The Man from the USSR and Other Plays
- First edition
- Author: Vladimir Nabokov
- Translator: Dmitri Nabokov
- Publisher: Harcourt Brace
- Publication date: 1984
- Media type: Print
- Pages: 342
- ISBN: 978-0-15-156882-6

= The Man from the USSR and Other Plays =

The Man from the USSR and Other Plays is a collection of four dramas by the Russian writer Vladimir Nabokov, first published in 1984. The plays were collected and translated from the original Russian by Nabokov's son, Dmitri Nabokov after his father's death. The volume consists of the plays 'The Pole' ('Polyus', written 1923), 'The Man from the USSR' ('Chelovek iz SSSR', written 1926), 'The Event' ('Sobytie', written 1938) and 'The Granddad' ('Dedushka').

==The Plays==

==='The Pole'===
'The Pole' is a one-act play in blank verse. It was written in 1923, when Nabokov was working as a farm labourer in France, and was first published on August 14 and 16 in Rul' (The Rudder), a Russian newspaper of which Nabokov's father had become editor in 1920. It was a response to Scott's diaries, which Nabokov had seen in the British Museum some years earlier. It depicts the deaths of last four members of Scott's crew, on their 1911/1912 expedition to the South Pole. Dmitri Nabokov described them, in the collection, as a 'deliberately free synthesis [...] not a journalistic reproduction'.

The first production of 'The Pole' was probably in 1996, directed by Klaus Michael Grüber. It opened on September 28, 1996, at the Berlin Schaubühne, and was followed by 20 performances in October. It was performed in German, translated by German playwright Botho Strauß.
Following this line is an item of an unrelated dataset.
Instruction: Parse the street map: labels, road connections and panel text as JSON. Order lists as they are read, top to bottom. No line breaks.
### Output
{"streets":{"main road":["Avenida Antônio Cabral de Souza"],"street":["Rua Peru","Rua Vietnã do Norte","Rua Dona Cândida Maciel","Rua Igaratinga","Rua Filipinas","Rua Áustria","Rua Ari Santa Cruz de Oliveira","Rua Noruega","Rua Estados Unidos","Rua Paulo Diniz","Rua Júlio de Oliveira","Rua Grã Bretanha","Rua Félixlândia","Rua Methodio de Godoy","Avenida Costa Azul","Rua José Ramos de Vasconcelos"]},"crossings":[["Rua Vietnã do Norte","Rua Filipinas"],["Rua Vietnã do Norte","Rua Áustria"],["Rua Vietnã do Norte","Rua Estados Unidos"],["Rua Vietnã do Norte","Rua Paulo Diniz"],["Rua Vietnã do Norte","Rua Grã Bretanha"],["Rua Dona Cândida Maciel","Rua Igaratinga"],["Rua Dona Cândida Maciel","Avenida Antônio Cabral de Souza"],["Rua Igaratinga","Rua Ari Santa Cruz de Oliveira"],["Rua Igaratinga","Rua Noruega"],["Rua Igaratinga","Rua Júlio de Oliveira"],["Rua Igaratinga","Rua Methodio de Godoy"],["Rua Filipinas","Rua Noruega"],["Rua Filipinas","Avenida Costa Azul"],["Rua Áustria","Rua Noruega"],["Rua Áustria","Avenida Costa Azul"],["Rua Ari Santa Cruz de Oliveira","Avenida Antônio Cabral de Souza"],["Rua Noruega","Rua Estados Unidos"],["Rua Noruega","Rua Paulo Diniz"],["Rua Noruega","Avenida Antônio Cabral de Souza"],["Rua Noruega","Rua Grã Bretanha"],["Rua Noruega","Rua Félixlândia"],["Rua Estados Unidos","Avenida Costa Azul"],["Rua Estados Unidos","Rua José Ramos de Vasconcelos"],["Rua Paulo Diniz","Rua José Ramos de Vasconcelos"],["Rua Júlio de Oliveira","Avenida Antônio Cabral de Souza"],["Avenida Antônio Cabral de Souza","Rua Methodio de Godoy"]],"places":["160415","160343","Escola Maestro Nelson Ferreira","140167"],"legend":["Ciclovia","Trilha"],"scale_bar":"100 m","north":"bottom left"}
==='The Man from the USSR'===
'The Man from the USSR' was first produced in Berlin in 1926, and the first act was published in Rul on January 1 the following year.

==='The Event'===
'The Event' was written in Paris in 1938, and was published in Russkie zapiskie (Russian Annuls). The plot follows a painter in tsarist Russia and his wife as they await a convict who has threatened them with violence.

==='The Granddad'===
'The Granddad' is a one-act verse play, which was first published in Rul in October 1924. According to Kanfer's review in Time magazine, 'Because of the melodramatic structure and blank-verse dialogue, the play is the least successful.'

==Reception==
The response to this collection has been small compared to the general response to Nabokov's work, due in part to the small proportion of his canon that drama represents.